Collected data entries

+-------+

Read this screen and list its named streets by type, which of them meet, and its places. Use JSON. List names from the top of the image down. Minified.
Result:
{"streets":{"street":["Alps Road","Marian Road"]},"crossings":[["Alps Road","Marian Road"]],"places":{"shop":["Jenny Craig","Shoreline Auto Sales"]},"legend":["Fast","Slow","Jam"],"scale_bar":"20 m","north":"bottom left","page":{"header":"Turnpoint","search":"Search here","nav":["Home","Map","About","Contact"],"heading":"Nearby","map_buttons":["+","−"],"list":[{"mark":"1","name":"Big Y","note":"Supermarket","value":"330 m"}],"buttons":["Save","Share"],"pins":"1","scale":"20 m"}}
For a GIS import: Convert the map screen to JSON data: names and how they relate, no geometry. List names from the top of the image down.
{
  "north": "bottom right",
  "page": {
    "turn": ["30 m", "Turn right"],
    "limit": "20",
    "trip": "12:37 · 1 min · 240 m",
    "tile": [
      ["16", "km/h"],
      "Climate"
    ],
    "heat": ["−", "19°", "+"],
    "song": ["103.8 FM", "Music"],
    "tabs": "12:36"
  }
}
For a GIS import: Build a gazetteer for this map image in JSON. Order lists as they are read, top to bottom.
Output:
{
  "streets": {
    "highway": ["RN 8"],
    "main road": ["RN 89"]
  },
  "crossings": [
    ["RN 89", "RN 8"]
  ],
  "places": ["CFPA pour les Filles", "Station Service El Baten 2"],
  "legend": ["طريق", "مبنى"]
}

+-------+

→ The task
Output nothing but the lines from the one with "For a GIS import: Build" through the last line above, each exactly as it stands.

→ Solution to this exercise
For a GIS import: Build a gazetteer for this map image in JSON. Order lists as they are read, top to bottom.
Output:
{
  "streets": {
    "highway": ["RN 8"],
    "main road": ["RN 89"]
  },
  "crossings": [
    ["RN 89", "RN 8"]
  ],
  "places": ["CFPA pour les Filles", "Station Service El Baten 2"],
  "legend": ["طريق", "مبنى"]
}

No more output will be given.